Só Benfica tinha ganho duas Taças dos Campeões Europeus (60-61 e 61-62) e nenhum clube português havia conseguido vencer nem uma Supertaça Europeia nem um título intercontinental.
O FC Porto ganhava terreno no jogo da sua emancipação e libertação.

Em Lisboa, muitos não entendiam o que estava a acontecer.

O período áureo do FC Porto estava em marcha e já se percebeu, pelo que ficou dito atrás, que Pinto da Costa utilizou — além do seu portismo — um instinto raro para atacar os grandes problemas do clube:

1) Criação de um centro de poder através de uma liderança inequívoca;

2) Gestão fechada do futebol;

3) Discurso apontado aos adversários, ambos rivais de Lisboa, o que facilitou a radicalização de uma comunicação de matriz política com o objetivo claro de visar o país e realçar o alegado desprezo que Portugal, nas suas diversas dimensões político-partidárias, votava ao Norte e concretamente ao Porto.

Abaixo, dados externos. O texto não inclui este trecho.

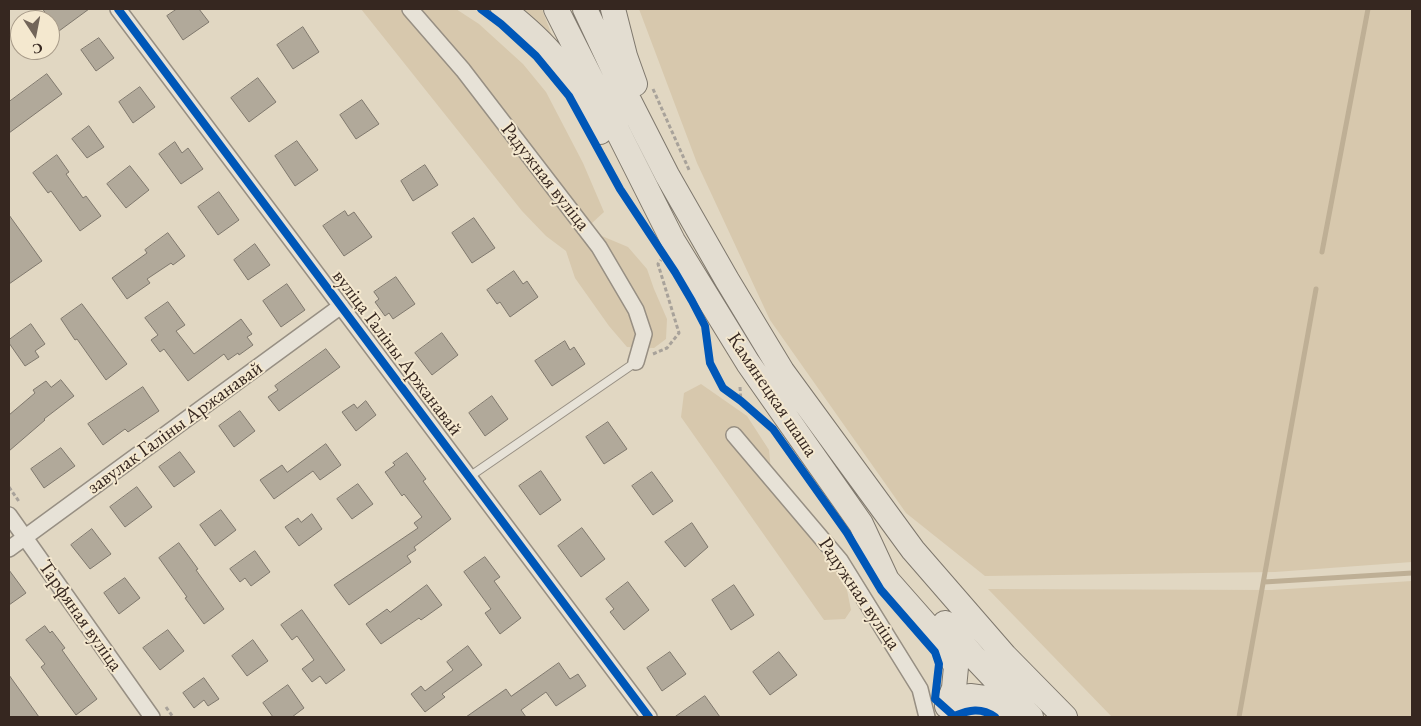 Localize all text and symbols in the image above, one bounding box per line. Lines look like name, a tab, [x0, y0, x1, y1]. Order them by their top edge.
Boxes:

É preciso tempo, persistência, solidez, resiliência, propensão para o combate. Quando Pinto da Costa decidiu travar esta luta, ele sabia que não podia regatear tempo para outras coisas. Durante muitos anos — os anos suficientes para afirmar uma ideologia —, doou-se ao FC Porto de uma forma total. Sabia que acordava com um combate para travar e adormecia a pensar na luta seguinte. Percecionava e identificava os adversários, que poderiam apresentar-se em diversos campos (na Luz, em Alvalade, no Governo, na Comunicação Social, por exemplo) e não lhes dava tréguas. Aperfeiçoou as técnicas de combate e começou a perceber uma estranha reação nos ‘inimigos externos’: em vez de procurarem soluções para estugarem o passo do exército portista, dão sinais de estranha passividade e até de recuo e alguma fascinação.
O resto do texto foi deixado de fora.